Client Connection Recovery and Failover

RabbitMQ client recovery is an application responsibility. The broker can accept reconnections, but the application still needs appropriate endpoint selection, retries, acknowledgements, and idempotency behavior.

Use this guide to harden producers and consumers against node restarts, rolling upgrades, transient network failures, and site-level endpoint changes.

Design Principles

Use the following design principles for production clients:

  • Configure more than one broker address when the client library supports it.
  • Separate producer and consumer connections so one blocked flow does not affect the other.
  • Use heartbeats and reasonable connection timeouts.
  • Enable automatic recovery when the client library provides it.
  • Use publisher confirms for producers.
  • Use manual acknowledgements and idempotent processing for consumers.
  • Treat site-level failover as an application configuration change even if node-level automatic recovery is enabled.

Java Example

The RabbitMQ Java client supports automatic connection and topology recovery:

ConnectionFactory factory = new ConnectionFactory();
factory.setUsername("<username>");
factory.setPassword("<password>");
factory.setVirtualHost("/");
factory.setAutomaticRecoveryEnabled(true);
factory.setTopologyRecoveryEnabled(true);
factory.setNetworkRecoveryInterval(5000);
factory.setRequestedHeartbeat(30);
factory.setConnectionTimeout(10000);

Address[] addresses = {
    new Address("<ip-1>", <port-1>),
    new Address("<ip-2>", <port-2>),
    new Address("<ip-3>", <port-3>)
};

Connection connection = factory.newConnection(addresses);
Channel channel = connection.createChannel();
channel.confirmSelect();

Use publisher confirms on producer channels and check confirmation failures in application code.

Python Example

With pika, implement an explicit reconnect loop and recreate channels or consumers after connection failures:

import pika
import random
import time

def process_message(body):
    print(f"Processing {body!r}")

def on_message(channel, method, properties, body):
    try:
        process_message(body)
        channel.basic_ack(delivery_tag=method.delivery_tag)
    except Exception:
        channel.basic_nack(delivery_tag=method.delivery_tag, requeue=True)

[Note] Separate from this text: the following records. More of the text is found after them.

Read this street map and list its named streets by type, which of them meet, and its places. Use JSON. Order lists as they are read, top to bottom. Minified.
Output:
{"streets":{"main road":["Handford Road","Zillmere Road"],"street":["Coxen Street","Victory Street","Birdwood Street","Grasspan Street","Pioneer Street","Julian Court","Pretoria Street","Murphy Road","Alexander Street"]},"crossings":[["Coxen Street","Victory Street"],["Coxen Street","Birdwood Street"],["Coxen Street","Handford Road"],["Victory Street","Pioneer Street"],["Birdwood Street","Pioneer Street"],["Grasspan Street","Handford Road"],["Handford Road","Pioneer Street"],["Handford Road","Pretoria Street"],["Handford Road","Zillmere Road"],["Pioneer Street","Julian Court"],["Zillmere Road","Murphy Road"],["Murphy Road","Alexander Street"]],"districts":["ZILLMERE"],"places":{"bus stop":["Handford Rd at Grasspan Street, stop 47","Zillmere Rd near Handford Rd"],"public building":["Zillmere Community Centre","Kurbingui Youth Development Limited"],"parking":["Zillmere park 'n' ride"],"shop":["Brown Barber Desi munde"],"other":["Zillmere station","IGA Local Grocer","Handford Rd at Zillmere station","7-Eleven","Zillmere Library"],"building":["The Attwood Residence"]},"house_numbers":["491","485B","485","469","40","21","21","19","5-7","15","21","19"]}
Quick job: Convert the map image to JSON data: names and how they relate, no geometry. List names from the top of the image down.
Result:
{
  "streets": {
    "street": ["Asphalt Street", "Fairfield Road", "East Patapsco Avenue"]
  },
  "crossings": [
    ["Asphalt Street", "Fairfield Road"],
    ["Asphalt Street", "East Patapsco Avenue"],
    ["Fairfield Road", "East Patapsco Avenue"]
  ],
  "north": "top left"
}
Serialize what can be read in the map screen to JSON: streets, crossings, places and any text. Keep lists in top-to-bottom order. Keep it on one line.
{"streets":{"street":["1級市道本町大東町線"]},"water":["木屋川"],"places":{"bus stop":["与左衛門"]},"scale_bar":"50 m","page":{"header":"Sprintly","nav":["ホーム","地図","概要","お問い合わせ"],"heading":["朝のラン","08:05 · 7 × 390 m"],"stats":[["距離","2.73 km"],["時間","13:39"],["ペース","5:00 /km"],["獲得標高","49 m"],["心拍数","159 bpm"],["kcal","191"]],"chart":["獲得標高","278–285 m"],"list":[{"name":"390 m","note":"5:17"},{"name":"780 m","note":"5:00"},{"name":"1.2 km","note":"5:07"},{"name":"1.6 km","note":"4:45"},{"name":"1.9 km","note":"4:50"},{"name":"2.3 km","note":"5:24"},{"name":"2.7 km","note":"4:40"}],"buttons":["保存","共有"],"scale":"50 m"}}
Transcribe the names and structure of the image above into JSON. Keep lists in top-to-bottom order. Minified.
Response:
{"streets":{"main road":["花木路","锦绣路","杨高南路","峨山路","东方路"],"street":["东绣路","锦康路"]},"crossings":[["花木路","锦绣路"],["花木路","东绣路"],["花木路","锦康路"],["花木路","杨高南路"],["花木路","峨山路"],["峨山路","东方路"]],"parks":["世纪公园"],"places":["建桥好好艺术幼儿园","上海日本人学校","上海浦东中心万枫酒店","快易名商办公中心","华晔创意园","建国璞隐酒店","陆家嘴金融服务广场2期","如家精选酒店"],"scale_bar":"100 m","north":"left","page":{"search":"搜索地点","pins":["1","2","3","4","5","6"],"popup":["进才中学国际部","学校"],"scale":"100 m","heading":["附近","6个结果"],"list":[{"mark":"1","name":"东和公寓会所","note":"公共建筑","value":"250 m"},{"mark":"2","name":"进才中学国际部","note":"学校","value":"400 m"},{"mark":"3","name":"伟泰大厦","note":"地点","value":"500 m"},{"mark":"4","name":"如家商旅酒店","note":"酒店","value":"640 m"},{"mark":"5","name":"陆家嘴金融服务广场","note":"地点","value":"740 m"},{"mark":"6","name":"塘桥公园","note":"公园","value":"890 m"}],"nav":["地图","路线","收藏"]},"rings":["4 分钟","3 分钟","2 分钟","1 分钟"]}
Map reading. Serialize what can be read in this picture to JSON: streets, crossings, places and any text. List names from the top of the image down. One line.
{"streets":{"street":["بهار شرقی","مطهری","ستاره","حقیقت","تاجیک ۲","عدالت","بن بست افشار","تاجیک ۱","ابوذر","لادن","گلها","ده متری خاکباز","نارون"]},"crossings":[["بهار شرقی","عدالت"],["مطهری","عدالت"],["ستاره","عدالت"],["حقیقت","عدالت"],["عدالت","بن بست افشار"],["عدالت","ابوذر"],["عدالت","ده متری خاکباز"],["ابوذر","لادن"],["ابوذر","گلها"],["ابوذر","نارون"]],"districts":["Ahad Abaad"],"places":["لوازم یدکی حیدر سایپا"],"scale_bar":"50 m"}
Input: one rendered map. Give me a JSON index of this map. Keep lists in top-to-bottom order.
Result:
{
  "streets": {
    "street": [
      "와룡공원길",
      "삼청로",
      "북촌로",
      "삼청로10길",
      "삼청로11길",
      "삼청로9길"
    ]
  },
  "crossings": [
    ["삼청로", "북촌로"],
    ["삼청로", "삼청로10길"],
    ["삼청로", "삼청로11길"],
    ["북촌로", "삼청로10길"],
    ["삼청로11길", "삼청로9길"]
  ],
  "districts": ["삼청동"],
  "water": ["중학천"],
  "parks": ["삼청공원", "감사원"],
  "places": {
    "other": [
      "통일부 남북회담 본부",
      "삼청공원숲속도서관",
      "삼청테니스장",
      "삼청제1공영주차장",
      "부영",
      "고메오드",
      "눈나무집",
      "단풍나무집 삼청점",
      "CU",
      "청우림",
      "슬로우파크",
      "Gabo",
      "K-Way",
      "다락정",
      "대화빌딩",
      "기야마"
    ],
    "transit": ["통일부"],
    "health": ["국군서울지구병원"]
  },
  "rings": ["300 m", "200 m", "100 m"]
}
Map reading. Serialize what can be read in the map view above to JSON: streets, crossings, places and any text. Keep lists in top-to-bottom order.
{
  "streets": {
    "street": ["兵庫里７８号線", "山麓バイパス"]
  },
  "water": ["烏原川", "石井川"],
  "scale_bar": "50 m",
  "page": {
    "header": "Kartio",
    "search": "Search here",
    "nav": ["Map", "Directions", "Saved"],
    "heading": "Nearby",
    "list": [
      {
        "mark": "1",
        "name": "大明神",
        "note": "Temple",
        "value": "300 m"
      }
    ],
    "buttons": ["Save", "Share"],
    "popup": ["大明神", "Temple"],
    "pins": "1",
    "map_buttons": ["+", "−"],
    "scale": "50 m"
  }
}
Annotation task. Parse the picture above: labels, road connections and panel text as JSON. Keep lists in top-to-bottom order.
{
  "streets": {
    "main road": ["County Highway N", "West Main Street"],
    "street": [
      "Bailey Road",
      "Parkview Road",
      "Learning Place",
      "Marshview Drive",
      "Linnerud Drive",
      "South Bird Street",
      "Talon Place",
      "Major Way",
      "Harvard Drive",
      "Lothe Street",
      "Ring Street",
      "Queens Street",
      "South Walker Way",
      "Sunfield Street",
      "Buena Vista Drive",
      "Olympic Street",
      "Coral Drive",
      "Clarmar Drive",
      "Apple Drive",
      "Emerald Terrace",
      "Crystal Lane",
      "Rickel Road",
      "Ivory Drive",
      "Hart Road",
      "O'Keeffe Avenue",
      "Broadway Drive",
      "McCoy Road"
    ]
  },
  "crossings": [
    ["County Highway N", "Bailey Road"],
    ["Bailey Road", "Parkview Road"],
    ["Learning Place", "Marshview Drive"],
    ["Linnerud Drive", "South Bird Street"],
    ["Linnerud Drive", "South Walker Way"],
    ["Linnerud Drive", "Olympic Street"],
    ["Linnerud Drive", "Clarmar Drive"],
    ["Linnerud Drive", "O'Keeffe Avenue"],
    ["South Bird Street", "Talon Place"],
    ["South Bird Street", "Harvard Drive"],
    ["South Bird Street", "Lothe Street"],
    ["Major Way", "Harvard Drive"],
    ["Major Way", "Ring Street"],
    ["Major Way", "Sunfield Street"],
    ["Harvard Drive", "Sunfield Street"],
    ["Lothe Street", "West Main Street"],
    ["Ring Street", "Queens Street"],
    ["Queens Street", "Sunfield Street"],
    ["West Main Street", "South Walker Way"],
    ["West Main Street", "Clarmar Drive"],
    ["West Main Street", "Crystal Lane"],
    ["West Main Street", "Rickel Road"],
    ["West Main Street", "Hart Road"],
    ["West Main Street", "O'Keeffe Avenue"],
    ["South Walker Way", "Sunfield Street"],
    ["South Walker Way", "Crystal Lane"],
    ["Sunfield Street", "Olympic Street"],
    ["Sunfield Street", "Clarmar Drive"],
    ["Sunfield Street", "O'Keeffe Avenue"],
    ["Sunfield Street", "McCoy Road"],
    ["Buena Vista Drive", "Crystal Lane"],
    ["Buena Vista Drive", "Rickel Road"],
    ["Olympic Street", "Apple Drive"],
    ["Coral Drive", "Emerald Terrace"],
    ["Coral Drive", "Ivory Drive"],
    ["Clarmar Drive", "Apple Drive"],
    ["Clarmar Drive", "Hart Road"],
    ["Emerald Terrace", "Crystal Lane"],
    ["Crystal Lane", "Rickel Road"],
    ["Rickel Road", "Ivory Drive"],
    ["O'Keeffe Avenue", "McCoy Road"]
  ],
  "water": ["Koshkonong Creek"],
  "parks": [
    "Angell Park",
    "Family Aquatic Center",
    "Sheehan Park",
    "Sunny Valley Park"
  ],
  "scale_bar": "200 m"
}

credentials = pika.PlainCredentials("<username>", "<password>")
endpoints = [
    pika.ConnectionParameters("<ip-1>", <port-1>, "/", credentials, heartbeat=30),
    pika.ConnectionParameters("<ip-2>", <port-2>, "/", credentials, heartbeat=30),
    pika.ConnectionParameters("<ip-3>", <port-3>, "/", credentials, heartbeat=30),
]

while True:
    try:
        random.shuffle(endpoints)
        connection = pika.BlockingConnection(endpoints)
        channel = connection.channel()
        channel.basic_qos(prefetch_count=50)
        channel.basic_consume(
            queue="orders",
            on_message_callback=on_message,
            auto_ack=False,
        )
        channel.start_consuming()
    except pika.exceptions.AMQPConnectionError:
        time.sleep(5)
        continue

If your consumer depends on declared topology, recreate or verify the topology after reconnect according to the behavior of your client library.

Endpoint Failover Strategy

Use one of the following endpoint strategies:

StrategyUse WhenNotes
Multiple broker addresses in the clientApplications can receive and rotate through several addresses.Good for node-level failover inside one cluster.
Kubernetes Service or LoadBalancer addressClients should use one stable address.Simplifies configuration, but make sure the service type matches the traffic source.
Config switch between primary and DR endpointsYou need site-level failover.Use with a documented operational runbook and application restart or reload logic.

Automatic recovery across nodes in one cluster does not automatically switch the application to a different DR site. Site failover still requires configuration, DNS, or service-discovery changes.

Verification Checklist

After you change client recovery settings, verify that:

  • The application can connect to more than one broker address.
  • Publishers use confirms and fail visibly when publishes are not accepted.
  • Consumers use manual acknowledgement and can restart cleanly.
  • The reconnect loop does not create duplicate consumer registrations.
  • TLS settings remain valid for every endpoint that the client can use.